Image by Amisha Sharma via NYULocal
My own Facebook feed feels like Time’s Square in New York City.
Within one minute of scrolling through my feed I was interrupted by ads invading my wall; distracting me from my social experience and creating a mass of clutter.
However, when a company is able to engage me or create interest through a sponsored ad like answers.com has done, it makes it seem less sales-orientated and more integrated into my wall. Everyone will have different ads emerging on their wall based on their searches and interest, but if the ad doesn't create a spark in the users mind, it will be glanced over.
On the other hand, Snapchat advertisements will come through as “Stories” in the users “Recent Updates” giving consumers a choice to view the advertisement if they desire. Snapchat hopes that the ability to choose whether or not the user wants to see the ad will make the ads seem less intrusive. Snapchat tested their first official ad from Universal Studios new horror movie, “Ouija”. Choosing the “Ouija” movie preview was a smart choice for their first ad as Halloween was approaching and Snapchat’s market consists of a younger audience, allowing a smooth and engaging transition into ads. The exact number who received the preview or who watched the ad is not released, but Universal Studios mentioned that millions did view the ad. Since "Ouija", I have only noticed one additional consumer advertisement for the movie "Dumb and Dumber To", once again before the weekend release of the movie.
It will be interesting to see the reaction of Snapchat users and the amount of intrusion they feel as these ads become more apparent and common. Will the ads be another form of noise, or will they be accepted by Snap Chatters? Companies who are interested in putting ads on Snapchat will have to figure out a way to make overlooked advertisements interesting and engaging. If a company strategically creates their “Story” that is captivating and entertaining, they will have a chance to create or solidify relationships as well give users a way to look forward to their future ads. I do think Snapchat will have to be strict on who they allow to advertise on their platform. The younger audience will not be interested in less sexy industries like insurance, cleaning products, or bank ads unless they find a way to relate to them or make it fun (i.e. Mr. Clean).
They may be more willing to watch ads based on entertainment, music, clothing, technology, and food. If Snapchat keeps companies out that do not appeal to their user audience, it will be more likely that users will not consider Snapchat ads as sales pitches. As soon as Snapchat approves companies or ads that do not belong into the mix or use the correct appeal tactics, they can expect the same decline of users that Facebook faced when they allowed not engaging ads to overtake their platform.
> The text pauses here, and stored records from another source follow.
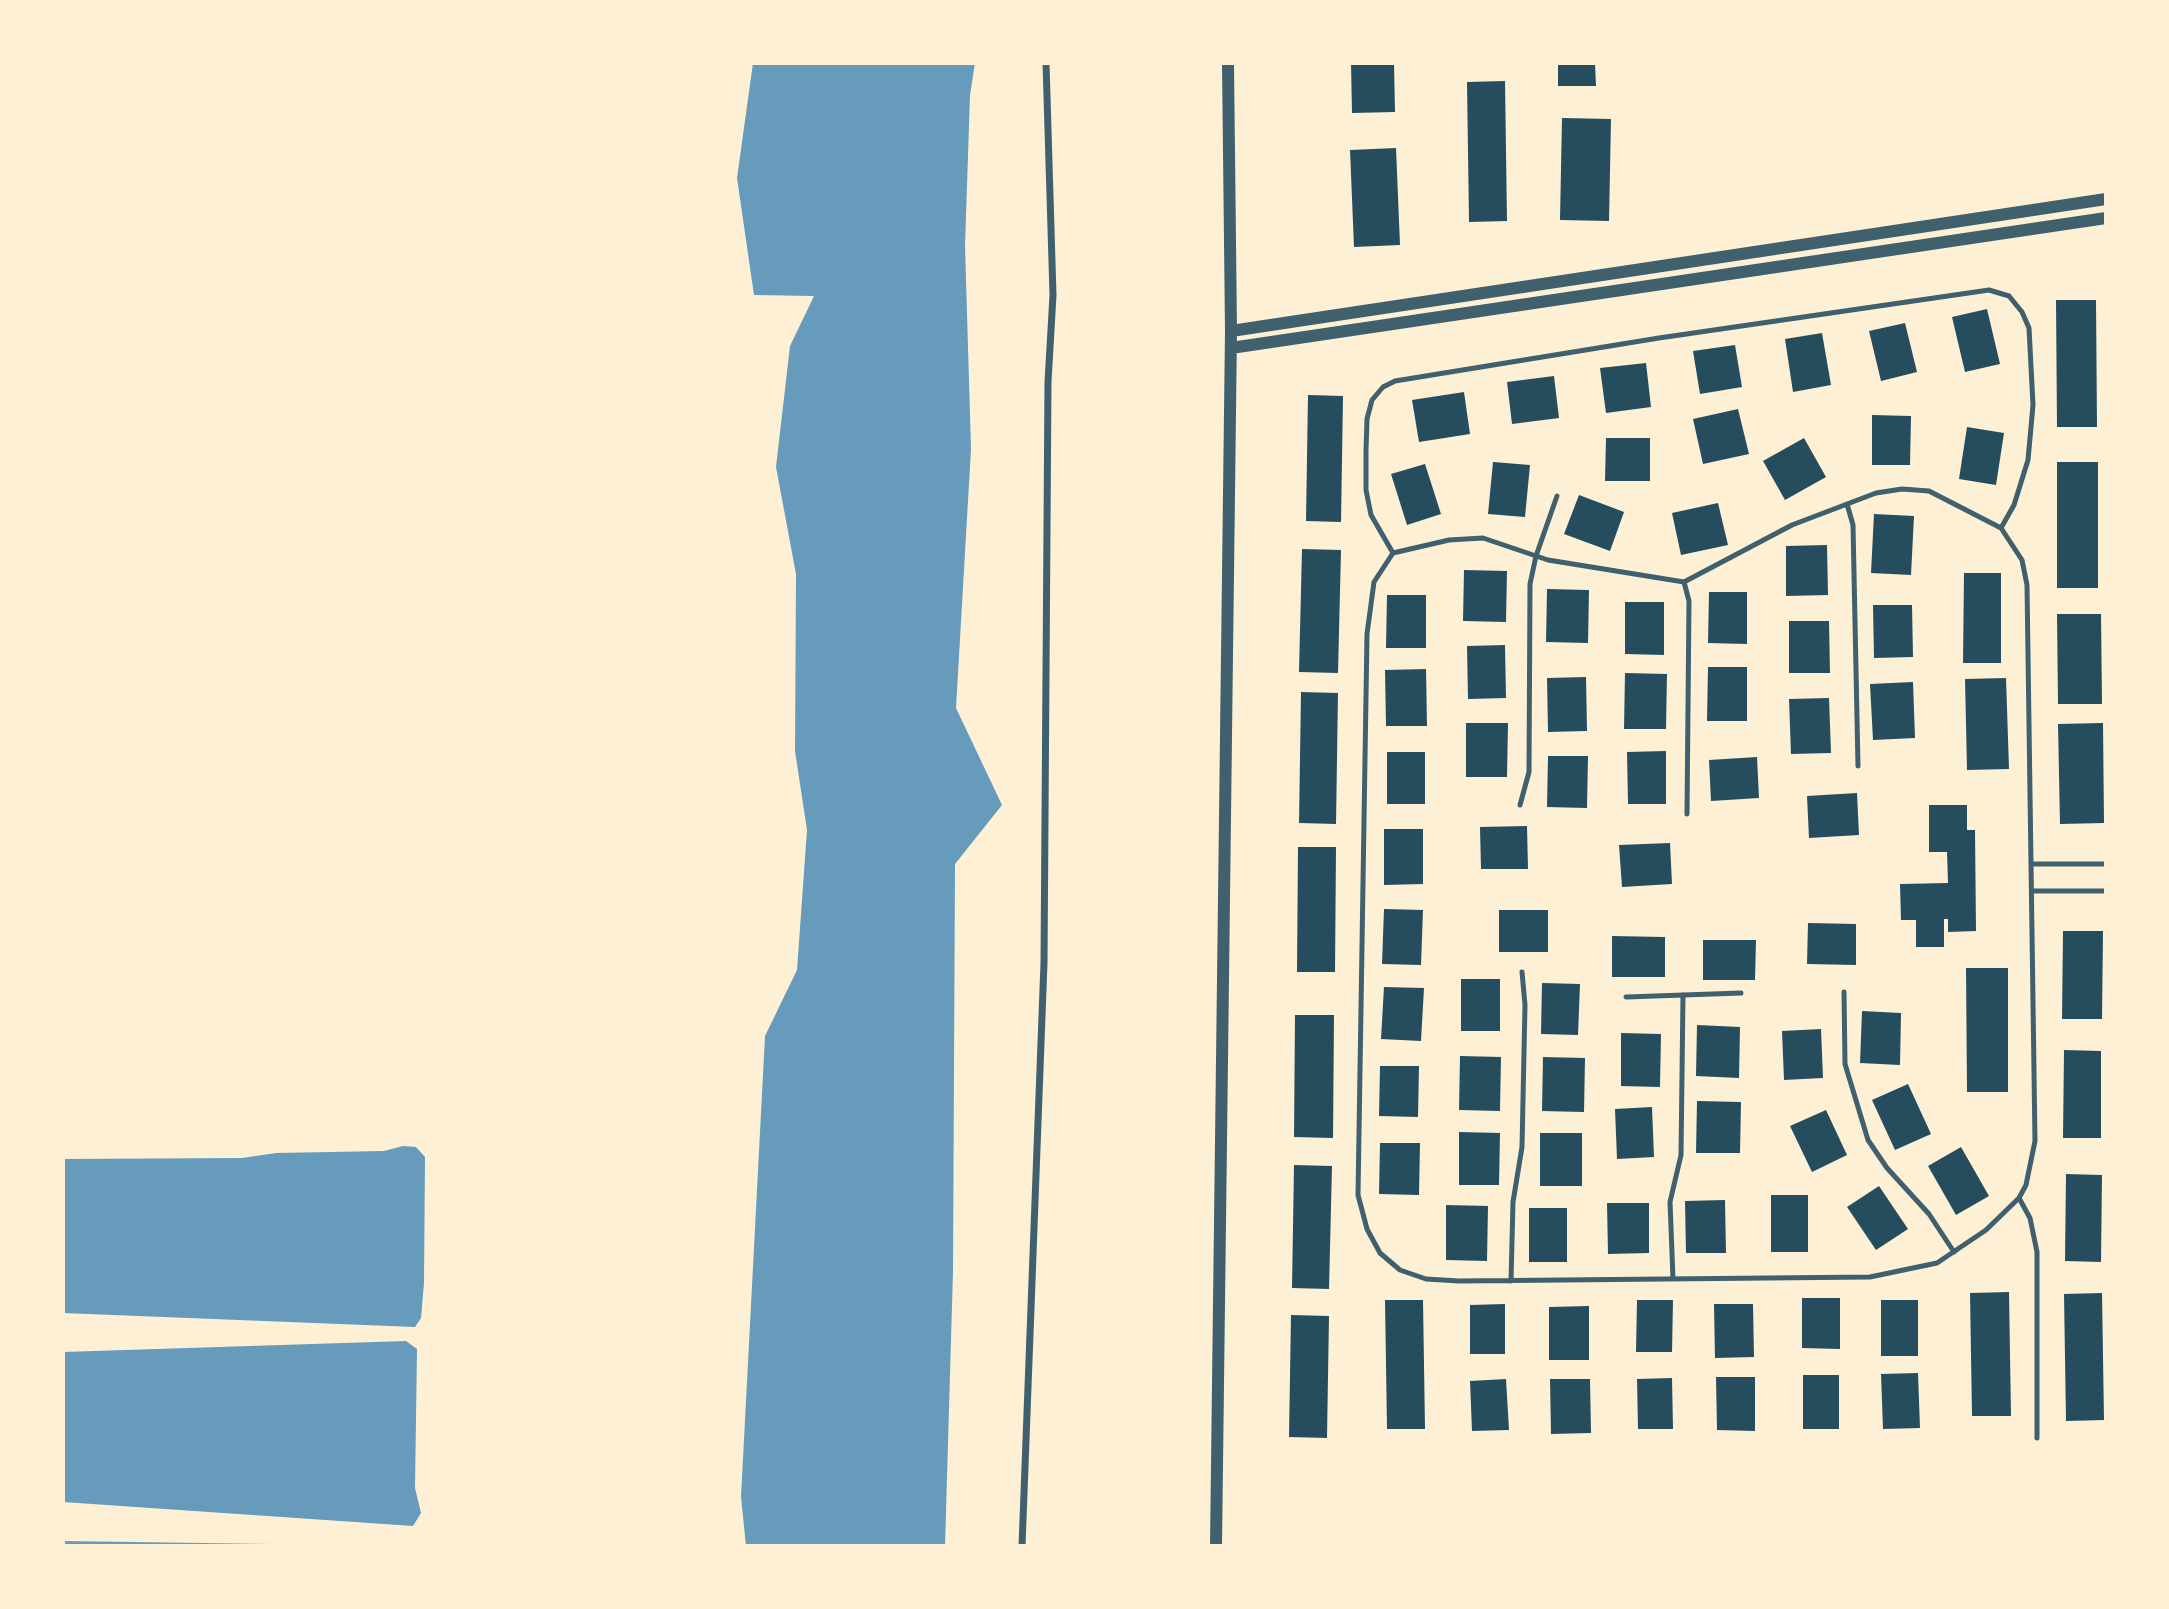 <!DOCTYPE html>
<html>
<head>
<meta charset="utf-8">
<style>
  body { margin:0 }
  #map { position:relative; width:2169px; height:1609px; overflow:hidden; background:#fdf0d5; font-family:"Titillium Web",sans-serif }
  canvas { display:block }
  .frame { position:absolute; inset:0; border:65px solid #fdf0d5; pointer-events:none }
</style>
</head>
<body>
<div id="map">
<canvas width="2169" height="1609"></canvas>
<div class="frame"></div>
</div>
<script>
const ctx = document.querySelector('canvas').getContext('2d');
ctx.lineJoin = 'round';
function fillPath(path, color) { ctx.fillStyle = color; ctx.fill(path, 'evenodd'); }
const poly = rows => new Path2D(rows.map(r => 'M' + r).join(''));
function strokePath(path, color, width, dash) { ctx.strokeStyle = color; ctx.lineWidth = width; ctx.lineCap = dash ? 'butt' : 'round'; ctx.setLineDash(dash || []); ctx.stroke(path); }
fillPath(poly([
  [753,63,975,63,970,95,965,246,971,449,956,708,1002,805,955,864,953,1271,945,1546,746,1546,741,1497,765,1036,797,970,807,830,795,751,796,574,776,467,790,346,814,296,754,295,737,178],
  [403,1146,416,1147,425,1157,424,1283,421,1318,415,1327,63,1313,63,1159,242,1158,276,1153,384,1151],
  [406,1341,417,1349,415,1488,421,1513,413,1526,63,1502,63,1352],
  [63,1541,411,1546,63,1546]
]), '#669bbc');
fillPath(poly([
  [1351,63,1394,63,1395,112,1352,113],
  [1558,63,1595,63,1596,86,1558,86],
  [1505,81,1507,221,1469,222,1467,82],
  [1562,118,1611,119,1609,221,1560,220],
  [1396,148,1400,245,1354,247,1350,150],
  [2056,300,2096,300,2097,427,2057,427],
  [1987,309,2000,364,1965,372,1952,317],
  [1905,323,1917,372,1881,381,1869,331],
  [1822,333,1831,385,1793,392,1785,339],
  [1735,345,1742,387,1700,394,1693,351],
  [1646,363,1651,407,1606,413,1600,368],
  [1554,376,1559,418,1512,424,1507,382],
  [1464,392,1470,434,1419,442,1412,400],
  [1308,395,1343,396,1341,522,1306,521],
  [1738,409,1749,454,1703,464,1693,419],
  [1872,415,1911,416,1910,465,1872,465],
  [1967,427,2004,433,1996,485,1959,479],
  [1606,438,1650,438,1650,481,1605,481],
  [1804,438,1826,477,1785,500,1763,461],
  [1493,462,1530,465,1525,517,1488,514],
  [2057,462,2098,462,2098,588,2057,588],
  [1425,464,1441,514,1407,525,1391,474],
  [1579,495,1624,512,1610,551,1564,534],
  [1718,503,1728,545,1681,555,1672,513],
  [1874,514,1914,516,1911,575,1871,573],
  [1827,545,1828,595,1786,596,1786,546],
  [1302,549,1341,550,1338,673,1299,672],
  [1464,570,1507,571,1506,622,1463,621],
  [1964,573,2001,573,2001,663,1963,663],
  [1547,589,1589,590,1588,643,1546,642],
  [1709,592,1747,592,1747,644,1708,643],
  [1387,595,1426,595,1426,648,1386,648],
  [1625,602,1664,602,1664,655,1625,654],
  [1873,605,1912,605,1913,657,1874,658],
  [2057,614,2101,614,2102,704,2058,704],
  [1789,621,1829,621,1830,673,1789,673],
  [1505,645,1506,698,1468,699,1467,646],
  [1708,667,1747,667,1747,721,1707,721],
  [1426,669,1427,726,1386,726,1385,670],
  [1625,673,1667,674,1666,729,1624,729],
  [1586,677,1587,731,1548,732,1547,678],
  [2006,678,2009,769,1967,770,1965,679],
  [1913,682,1915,738,1873,740,1870,684],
  [1301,692,1338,693,1336,824,1299,823],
  [1829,698,1831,753,1791,754,1789,699],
  [1466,723,1508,723,1507,777,1466,777],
  [2103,723,2104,823,2060,824,2058,724],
  [1666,751,1666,804,1628,804,1627,752],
  [1387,752,1425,752,1425,804,1387,804],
  [1548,756,1588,756,1587,808,1547,807],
  [1757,757,1759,798,1711,801,1709,760],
  [1857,793,1859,835,1809,838,1807,796],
  [1929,805,1967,805,1967,830,1975,830,1976,931,1948,932,1948,919,1944,919,1944,947,1916,947,1916,920,1901,920,1900,884,1948,883,1947,852,1929,852],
  [1527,826,1528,869,1481,869,1480,827],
  [1384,829,1423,829,1423,884,1384,885],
  [1670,843,1672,884,1622,887,1619,845],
  [1298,847,1336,847,1335,972,1297,972],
  [1384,909,1423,910,1421,965,1382,964],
  [1499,910,1548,910,1548,952,1499,952],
  [1808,923,1856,924,1856,965,1807,964],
  [2063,931,2103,931,2102,1019,2062,1019],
  [1612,936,1665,937,1665,977,1612,977],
  [1703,940,1756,940,1755,980,1703,980],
  [1966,968,2008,968,2008,1092,1967,1092],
  [1461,979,1500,979,1500,1031,1461,1031],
  [1542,983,1580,984,1578,1035,1541,1034],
  [1384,987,1424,988,1421,1041,1381,1039],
  [1862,1011,1901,1013,1900,1065,1860,1063],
  [1295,1015,1334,1015,1333,1138,1294,1137],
  [1697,1025,1740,1027,1739,1078,1696,1076],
  [1821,1029,1823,1078,1784,1080,1782,1031],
  [1621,1033,1661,1034,1660,1087,1621,1086],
  [2064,1050,2101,1051,2101,1138,2063,1138],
  [1460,1056,1501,1057,1500,1111,1459,1110],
  [1543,1057,1585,1058,1584,1112,1542,1111],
  [1380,1066,1419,1066,1418,1117,1379,1116],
  [1908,1084,1931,1134,1895,1150,1872,1100],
  [1697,1101,1741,1102,1740,1153,1696,1153],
  [1652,1107,1654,1157,1617,1159,1615,1109],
  [1826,1110,1847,1155,1812,1172,1790,1126],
  [1459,1132,1500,1133,1499,1185,1459,1185],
  [1540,1133,1582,1133,1582,1186,1540,1186],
  [1380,1143,1420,1143,1419,1195,1379,1194],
  [1961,1147,1989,1196,1956,1215,1928,1166],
  [1294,1165,1332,1166,1329,1289,1292,1288],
  [2066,1174,2102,1175,2101,1262,2065,1261],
  [1879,1186,1908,1229,1876,1250,1847,1207],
  [1771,1195,1808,1195,1808,1252,1771,1252],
  [1725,1200,1726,1253,1686,1253,1685,1201],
  [1607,1203,1649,1203,1649,1253,1608,1254],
  [1446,1205,1488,1206,1487,1261,1446,1260],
  [1529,1208,1567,1208,1567,1262,1529,1262],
  [2009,1292,2011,1416,1972,1416,1970,1293],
  [2102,1293,2104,1420,2066,1421,2064,1294],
  [1802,1298,1840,1298,1840,1349,1802,1348],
  [1385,1300,1423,1300,1425,1429,1387,1429],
  [1637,1300,1673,1300,1672,1352,1636,1352],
  [1881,1300,1918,1300,1918,1356,1881,1356],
  [1505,1304,1505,1354,1470,1354,1470,1305],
  [1714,1304,1753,1304,1754,1357,1715,1358],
  [1589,1306,1589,1360,1549,1360,1549,1307],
  [1291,1315,1329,1316,1327,1438,1289,1437],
  [1918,1373,1920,1428,1883,1429,1881,1374],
  [1803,1375,1839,1375,1839,1429,1803,1429],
  [1716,1377,1755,1377,1755,1431,1717,1430],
  [1672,1378,1673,1429,1638,1429,1637,1379],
  [1506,1379,1509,1430,1472,1431,1470,1381],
  [1550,1379,1590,1379,1591,1433,1551,1434]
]), '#264d5e');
strokePath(poly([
  [1902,489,1929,491,2001,528,2022,560,2027,585,2035,1141,2026,1185,2019,1198,1986,1230,1937,1263,1870,1277,1459,1281,1426,1279,1400,1270,1380,1253,1367,1229,1358,1195,1367,634,1374,582,1393,553,1449,540,1483,538,1548,560,1684,582,1792,525,1876,493,1902,489],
  [1847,504,1853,525,1858,766],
  [1393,553,1371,515,1366,490,1366,450,1367,419,1372,400,1383,387,1395,381,1659,338,1989,290,2009,296,2022,312,2029,328,2033,405,2028,460,2014,505,2001,528],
  [1684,582,1689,601,1687,814],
  [1520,805,1529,772,1530,584,1536,556,1557,496],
  [2031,864,2106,864],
  [2032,891,2106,891],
  [1844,992,1845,1064,1868,1140,1887,1168,1929,1214,1954,1252],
  [1626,997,1741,993],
  [2019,1198,2030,1218,2037,1252,2037,1438],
  [1673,1279,1670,1202,1681,1155,1683,995],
  [1511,1281,1513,1202,1522,1147,1525,1005,1522,972]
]), '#3f606c', 5);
strokePath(poly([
  [1022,1546,1044,963,1048,382,1053,295,1046,63]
]), '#3f606c', 7);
strokePath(poly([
  [1231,331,2106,199],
  [1231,348,2106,218],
  [1216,1546,1231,331,1228,63]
]), '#3f606c', 12);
</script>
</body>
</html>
Since the roll out with their advertisements, Snapchat has also integrated a new feature that will allow users to exchange money, “Snapcash”, by simply sending a dollar amount through their Snapchat messenger. Partnering with Square, the “Snapcash” will be delivered into the recipient’s bank account if both users have inputted their debit card information. The ad for “Snapcash” was sent out into users Snapchat messenger from Team Snapchat. It included a quirky song and flashy visuals.
This new feature is far from their original service, but could be a valuable addition to their platform. However, they have one issue; people are already concerned about the security of their information. As we all know, Snapchat has been breached by third party hackers, but Snapchat is ensuring that their partner, Square, will be secure and dependable. Snapchat will have to ensure the security of their users as well as double check that their information and transaction are being monitored for breaches. It may take a while for this new trend of "Snapcashing" to catch on, but I believe it will become a big hit if Snapchat can rebuild the confidence of their user.
What do you think the results of Snapchat's additions of advertisements and "Snapcash" will be on the user experience or user attitudes?